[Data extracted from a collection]
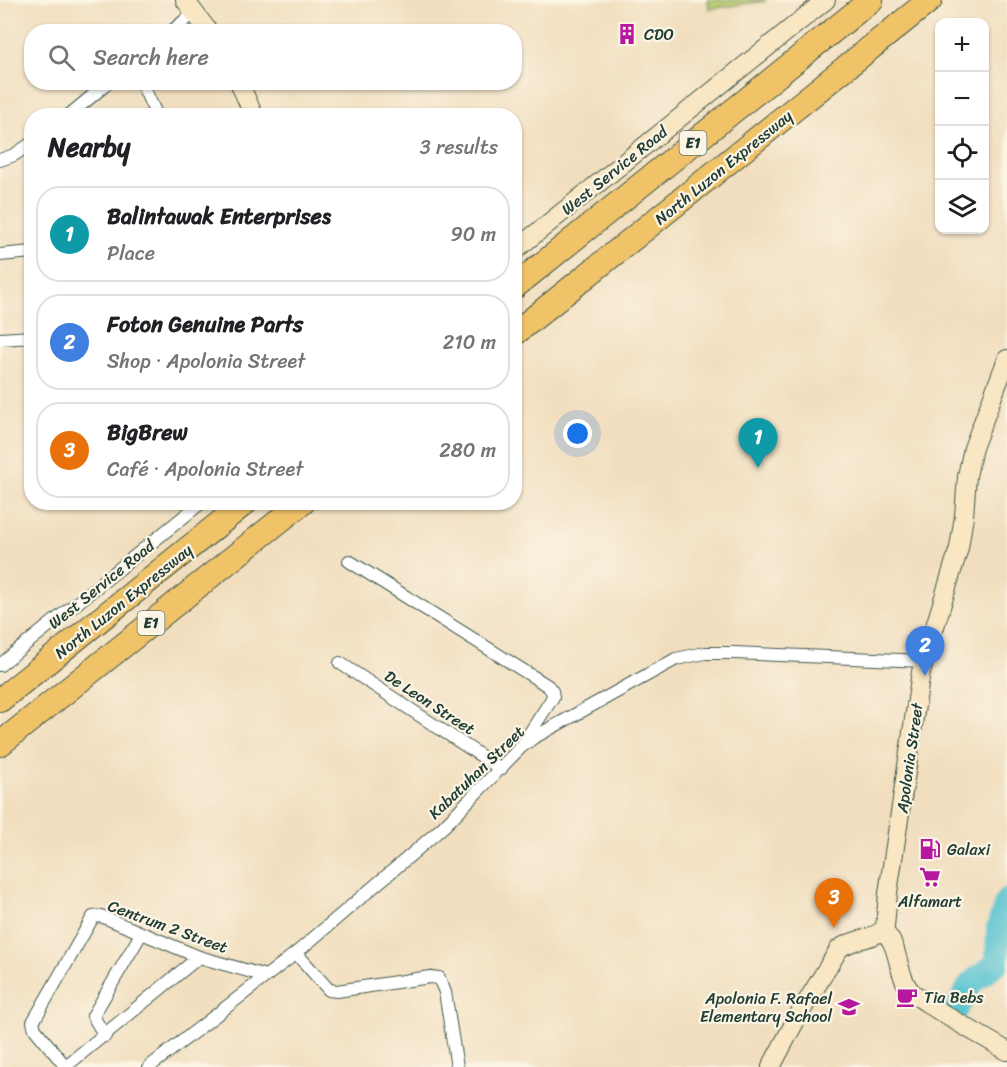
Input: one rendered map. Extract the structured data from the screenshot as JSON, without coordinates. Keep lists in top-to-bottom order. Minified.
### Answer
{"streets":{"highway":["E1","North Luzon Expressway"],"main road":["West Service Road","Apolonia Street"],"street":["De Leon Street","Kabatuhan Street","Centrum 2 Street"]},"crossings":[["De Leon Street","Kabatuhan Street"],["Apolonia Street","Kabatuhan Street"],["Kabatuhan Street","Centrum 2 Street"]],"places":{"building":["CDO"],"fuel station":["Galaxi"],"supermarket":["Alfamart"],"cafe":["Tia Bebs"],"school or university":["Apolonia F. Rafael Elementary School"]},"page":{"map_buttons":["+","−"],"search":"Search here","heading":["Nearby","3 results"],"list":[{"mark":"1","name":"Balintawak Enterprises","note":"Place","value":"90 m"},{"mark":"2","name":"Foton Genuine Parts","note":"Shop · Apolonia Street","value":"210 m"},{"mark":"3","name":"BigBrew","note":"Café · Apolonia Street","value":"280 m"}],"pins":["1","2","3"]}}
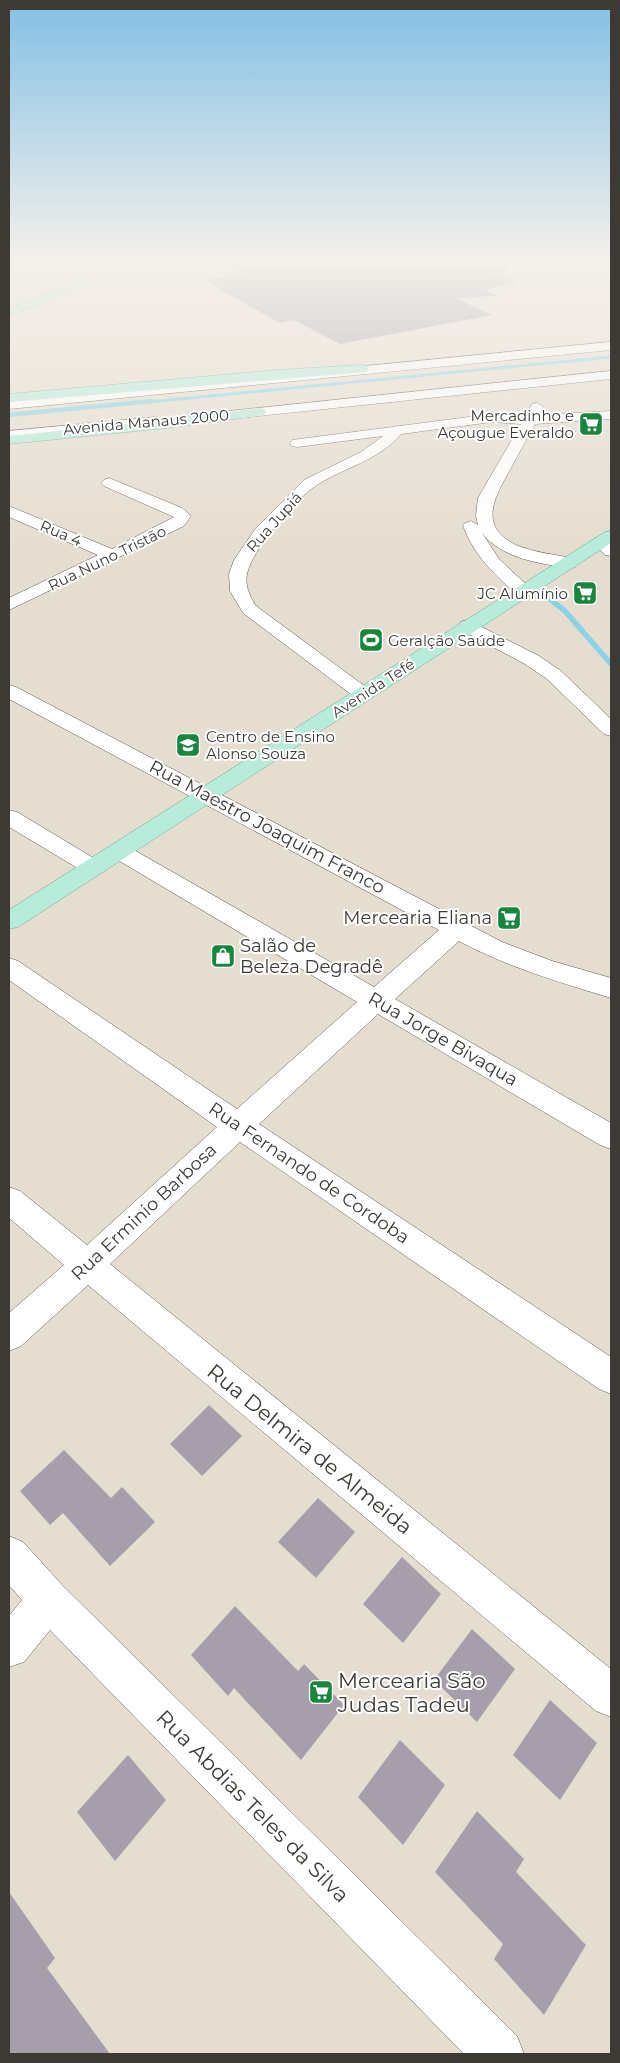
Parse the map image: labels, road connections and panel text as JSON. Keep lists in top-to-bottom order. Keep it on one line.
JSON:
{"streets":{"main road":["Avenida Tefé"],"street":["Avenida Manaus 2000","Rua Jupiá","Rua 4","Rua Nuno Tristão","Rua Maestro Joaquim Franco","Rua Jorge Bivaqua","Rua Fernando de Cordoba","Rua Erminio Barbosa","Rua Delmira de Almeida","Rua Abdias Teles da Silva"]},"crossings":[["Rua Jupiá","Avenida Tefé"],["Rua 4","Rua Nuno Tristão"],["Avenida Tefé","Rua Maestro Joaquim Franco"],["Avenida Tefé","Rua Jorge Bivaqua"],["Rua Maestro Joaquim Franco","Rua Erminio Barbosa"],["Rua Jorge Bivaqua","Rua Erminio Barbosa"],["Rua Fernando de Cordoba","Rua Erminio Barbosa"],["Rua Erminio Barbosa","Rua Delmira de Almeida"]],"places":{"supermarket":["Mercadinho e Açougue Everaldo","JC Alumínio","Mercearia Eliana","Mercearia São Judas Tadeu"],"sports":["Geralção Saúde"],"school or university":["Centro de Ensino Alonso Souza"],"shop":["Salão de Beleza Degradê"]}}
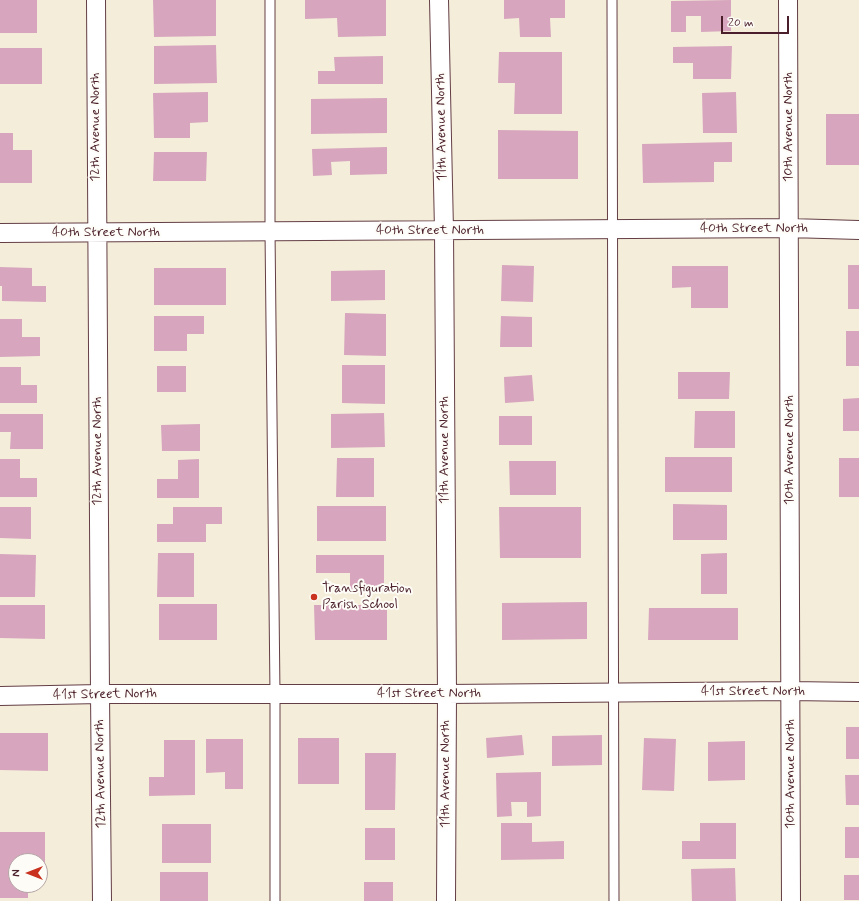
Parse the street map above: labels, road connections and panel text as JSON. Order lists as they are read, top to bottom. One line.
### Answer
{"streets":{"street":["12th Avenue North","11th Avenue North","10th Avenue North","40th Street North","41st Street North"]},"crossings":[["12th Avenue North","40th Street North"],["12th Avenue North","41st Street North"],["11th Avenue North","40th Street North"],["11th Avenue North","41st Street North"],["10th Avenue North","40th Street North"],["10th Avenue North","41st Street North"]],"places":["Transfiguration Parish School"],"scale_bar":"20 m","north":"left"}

▸ WHAT NEEDS TO BE DONE: In the copy, no pictures should appear; the records themselves must be repeated exactly.

▸ YOUR RESPONSE:
Input: one rendered map. Extract the structured data from the screenshot as JSON, without coordinates. Keep lists in top-to-bottom order. Minified.
### Answer
{"streets":{"highway":["E1","North Luzon Expressway"],"main road":["West Service Road","Apolonia Street"],"street":["De Leon Street","Kabatuhan Street","Centrum 2 Street"]},"crossings":[["De Leon Street","Kabatuhan Street"],["Apolonia Street","Kabatuhan Street"],["Kabatuhan Street","Centrum 2 Street"]],"places":{"building":["CDO"],"fuel station":["Galaxi"],"supermarket":["Alfamart"],"cafe":["Tia Bebs"],"school or university":["Apolonia F. Rafael Elementary School"]},"page":{"map_buttons":["+","−"],"search":"Search here","heading":["Nearby","3 results"],"list":[{"mark":"1","name":"Balintawak Enterprises","note":"Place","value":"90 m"},{"mark":"2","name":"Foton Genuine Parts","note":"Shop · Apolonia Street","value":"210 m"},{"mark":"3","name":"BigBrew","note":"Café · Apolonia Street","value":"280 m"}],"pins":["1","2","3"]}}
Parse the map image: labels, road connections and panel text as JSON. Keep lists in top-to-bottom order. Keep it on one line.
JSON:
{"streets":{"main road":["Avenida Tefé"],"street":["Avenida Manaus 2000","Rua Jupiá","Rua 4","Rua Nuno Tristão","Rua Maestro Joaquim Franco","Rua Jorge Bivaqua","Rua Fernando de Cordoba","Rua Erminio Barbosa","Rua Delmira de Almeida","Rua Abdias Teles da Silva"]},"crossings":[["Rua Jupiá","Avenida Tefé"],["Rua 4","Rua Nuno Tristão"],["Avenida Tefé","Rua Maestro Joaquim Franco"],["Avenida Tefé","Rua Jorge Bivaqua"],["Rua Maestro Joaquim Franco","Rua Erminio Barbosa"],["Rua Jorge Bivaqua","Rua Erminio Barbosa"],["Rua Fernando de Cordoba","Rua Erminio Barbosa"],["Rua Erminio Barbosa","Rua Delmira de Almeida"]],"places":{"supermarket":["Mercadinho e Açougue Everaldo","JC Alumínio","Mercearia Eliana","Mercearia São Judas Tadeu"],"sports":["Geralção Saúde"],"school or university":["Centro de Ensino Alonso Souza"],"shop":["Salão de Beleza Degradê"]}}
Parse the street map above: labels, road connections and panel text as JSON. Order lists as they are read, top to bottom. One line.
### Answer
{"streets":{"street":["12th Avenue North","11th Avenue North","10th Avenue North","40th Street North","41st Street North"]},"crossings":[["12th Avenue North","40th Street North"],["12th Avenue North","41st Street North"],["11th Avenue North","40th Street North"],["11th Avenue North","41st Street North"],["10th Avenue North","40th Street North"],["10th Avenue North","41st Street North"]],"places":["Transfiguration Parish School"],"scale_bar":"20 m","north":"left"}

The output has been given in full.